--- START ---

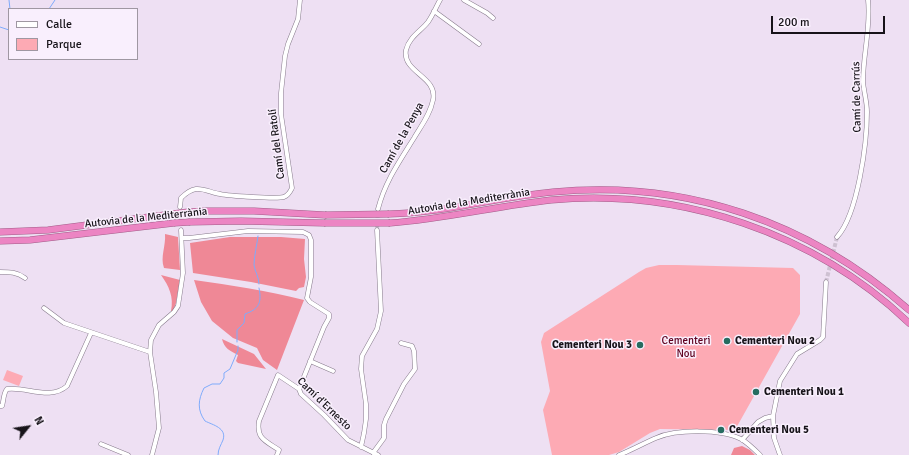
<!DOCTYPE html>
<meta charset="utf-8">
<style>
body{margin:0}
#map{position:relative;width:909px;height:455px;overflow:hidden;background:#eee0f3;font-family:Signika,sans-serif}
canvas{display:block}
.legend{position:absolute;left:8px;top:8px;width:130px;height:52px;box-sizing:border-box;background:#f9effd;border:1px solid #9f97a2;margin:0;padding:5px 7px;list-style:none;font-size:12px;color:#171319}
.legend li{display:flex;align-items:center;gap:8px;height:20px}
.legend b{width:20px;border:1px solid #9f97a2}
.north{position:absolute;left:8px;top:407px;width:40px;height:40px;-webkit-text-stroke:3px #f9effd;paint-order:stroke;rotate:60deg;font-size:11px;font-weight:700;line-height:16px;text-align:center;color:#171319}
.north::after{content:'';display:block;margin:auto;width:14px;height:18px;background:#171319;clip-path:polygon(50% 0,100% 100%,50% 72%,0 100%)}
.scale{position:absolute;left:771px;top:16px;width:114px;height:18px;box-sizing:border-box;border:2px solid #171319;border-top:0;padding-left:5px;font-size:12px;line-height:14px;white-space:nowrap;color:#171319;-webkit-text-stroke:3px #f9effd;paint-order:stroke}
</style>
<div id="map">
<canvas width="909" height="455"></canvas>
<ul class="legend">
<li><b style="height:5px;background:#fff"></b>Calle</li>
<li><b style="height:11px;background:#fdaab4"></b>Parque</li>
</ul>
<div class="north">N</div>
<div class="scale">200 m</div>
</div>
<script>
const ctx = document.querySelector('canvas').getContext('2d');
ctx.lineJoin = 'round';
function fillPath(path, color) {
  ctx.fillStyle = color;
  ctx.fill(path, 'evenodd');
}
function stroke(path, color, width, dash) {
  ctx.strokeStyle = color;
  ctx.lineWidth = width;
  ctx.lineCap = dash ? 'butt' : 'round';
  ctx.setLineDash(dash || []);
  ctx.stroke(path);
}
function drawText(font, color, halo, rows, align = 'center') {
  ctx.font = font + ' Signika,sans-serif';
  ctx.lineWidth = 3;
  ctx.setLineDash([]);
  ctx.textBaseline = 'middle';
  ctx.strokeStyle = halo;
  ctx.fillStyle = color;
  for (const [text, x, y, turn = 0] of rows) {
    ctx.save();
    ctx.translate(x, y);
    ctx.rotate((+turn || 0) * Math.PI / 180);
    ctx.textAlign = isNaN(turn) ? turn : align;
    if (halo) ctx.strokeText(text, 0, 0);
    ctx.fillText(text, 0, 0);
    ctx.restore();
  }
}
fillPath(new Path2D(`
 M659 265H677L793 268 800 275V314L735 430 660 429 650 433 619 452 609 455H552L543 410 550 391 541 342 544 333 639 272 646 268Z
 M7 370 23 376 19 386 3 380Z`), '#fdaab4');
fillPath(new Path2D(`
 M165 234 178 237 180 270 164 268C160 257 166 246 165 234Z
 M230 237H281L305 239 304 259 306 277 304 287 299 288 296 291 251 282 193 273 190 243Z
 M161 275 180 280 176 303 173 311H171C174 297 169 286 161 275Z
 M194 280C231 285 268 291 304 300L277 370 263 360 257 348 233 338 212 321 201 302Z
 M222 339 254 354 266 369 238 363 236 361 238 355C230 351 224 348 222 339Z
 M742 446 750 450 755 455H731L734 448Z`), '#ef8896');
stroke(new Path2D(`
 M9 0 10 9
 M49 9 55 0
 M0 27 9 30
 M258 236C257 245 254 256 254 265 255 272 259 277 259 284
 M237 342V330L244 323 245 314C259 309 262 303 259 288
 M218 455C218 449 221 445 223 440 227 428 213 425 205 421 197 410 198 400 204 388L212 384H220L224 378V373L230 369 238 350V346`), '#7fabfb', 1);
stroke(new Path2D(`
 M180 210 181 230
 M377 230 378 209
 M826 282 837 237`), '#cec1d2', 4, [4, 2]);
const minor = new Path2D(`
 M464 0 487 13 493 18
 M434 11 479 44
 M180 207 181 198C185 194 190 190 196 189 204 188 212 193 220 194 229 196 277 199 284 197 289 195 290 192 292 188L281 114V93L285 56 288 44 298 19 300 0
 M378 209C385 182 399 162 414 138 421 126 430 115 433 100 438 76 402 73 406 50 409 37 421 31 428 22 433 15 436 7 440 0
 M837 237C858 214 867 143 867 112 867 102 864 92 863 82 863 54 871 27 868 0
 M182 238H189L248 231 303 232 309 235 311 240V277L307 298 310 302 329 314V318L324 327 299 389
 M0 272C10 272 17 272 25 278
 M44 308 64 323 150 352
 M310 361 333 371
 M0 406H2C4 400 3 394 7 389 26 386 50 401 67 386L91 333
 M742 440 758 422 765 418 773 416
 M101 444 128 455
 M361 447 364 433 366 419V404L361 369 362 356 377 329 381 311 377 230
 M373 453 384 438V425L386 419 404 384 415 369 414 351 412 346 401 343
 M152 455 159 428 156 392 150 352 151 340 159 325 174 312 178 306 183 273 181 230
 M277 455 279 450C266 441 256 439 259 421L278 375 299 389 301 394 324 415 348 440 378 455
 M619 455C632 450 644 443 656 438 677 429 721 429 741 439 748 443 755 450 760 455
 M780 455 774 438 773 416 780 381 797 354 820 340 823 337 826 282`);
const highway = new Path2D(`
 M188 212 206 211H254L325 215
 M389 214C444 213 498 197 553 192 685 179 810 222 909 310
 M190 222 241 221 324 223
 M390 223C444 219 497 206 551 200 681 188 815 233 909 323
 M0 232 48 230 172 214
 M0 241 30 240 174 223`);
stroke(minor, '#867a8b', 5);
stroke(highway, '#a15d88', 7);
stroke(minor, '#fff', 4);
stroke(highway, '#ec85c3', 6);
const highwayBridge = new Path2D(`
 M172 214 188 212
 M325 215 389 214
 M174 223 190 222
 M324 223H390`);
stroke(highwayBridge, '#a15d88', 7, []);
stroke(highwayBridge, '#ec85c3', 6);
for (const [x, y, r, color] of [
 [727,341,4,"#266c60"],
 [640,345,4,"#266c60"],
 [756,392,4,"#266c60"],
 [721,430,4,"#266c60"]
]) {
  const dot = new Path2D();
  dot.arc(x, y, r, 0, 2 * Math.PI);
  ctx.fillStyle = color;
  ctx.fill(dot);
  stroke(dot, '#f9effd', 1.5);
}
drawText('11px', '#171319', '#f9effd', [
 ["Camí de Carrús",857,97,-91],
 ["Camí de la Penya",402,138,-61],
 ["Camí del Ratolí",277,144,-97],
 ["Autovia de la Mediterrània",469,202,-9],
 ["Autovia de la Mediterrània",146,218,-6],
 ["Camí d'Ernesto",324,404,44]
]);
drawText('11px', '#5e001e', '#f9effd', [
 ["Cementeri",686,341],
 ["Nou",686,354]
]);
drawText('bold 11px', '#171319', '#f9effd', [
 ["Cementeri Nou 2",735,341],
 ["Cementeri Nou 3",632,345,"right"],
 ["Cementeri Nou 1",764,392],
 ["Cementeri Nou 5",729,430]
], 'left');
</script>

--- END ---

INSTRUCTIONS FOR THE TASK> For the span from the line containing "M389 214C444 213" through the last line of the entries above, transcribe each line exactly and leave out everything else.

ANSWER BOX>
 M389 214C444 213 498 197 553 192 685 179 810 222 909 310
 M190 222 241 221 324 223
 M390 223C444 219 497 206 551 200 681 188 815 233 909 323
 M0 232 48 230 172 214
 M0 241 30 240 174 223`);
stroke(minor, '#867a8b', 5);
stroke(highway, '#a15d88', 7);
stroke(minor, '#fff', 4);
stroke(highway, '#ec85c3', 6);
const highwayBridge = new Path2D(`
 M172 214 188 212
 M325 215 389 214
 M174 223 190 222
 M324 223H390`);
stroke(highwayBridge, '#a15d88', 7, []);
stroke(highwayBridge, '#ec85c3', 6);
for (const [x, y, r, color] of [
 [727,341,4,"#266c60"],
 [640,345,4,"#266c60"],
 [756,392,4,"#266c60"],
 [721,430,4,"#266c60"]
]) {
  const dot = new Path2D();
  dot.arc(x, y, r, 0, 2 * Math.PI);
  ctx.fillStyle = color;
  ctx.fill(dot);
  stroke(dot, '#f9effd', 1.5);
}
drawText('11px', '#171319', '#f9effd', [
 ["Camí de Carrús",857,97,-91],
 ["Camí de la Penya",402,138,-61],
 ["Camí del Ratolí",277,144,-97],
 ["Autovia de la Mediterrània",469,202,-9],
 ["Autovia de la Mediterrània",146,218,-6],
 ["Camí d'Ernesto",324,404,44]
]);
drawText('11px', '#5e001e', '#f9effd', [
 ["Cementeri",686,341],
 ["Nou",686,354]
]);
drawText('bold 11px', '#171319', '#f9effd', [
 ["Cementeri Nou 2",735,341],
 ["Cementeri Nou 3",632,345,"right"],
 ["Cementeri Nou 1",764,392],
 ["Cementeri Nou 5",729,430]
], 'left');
</script>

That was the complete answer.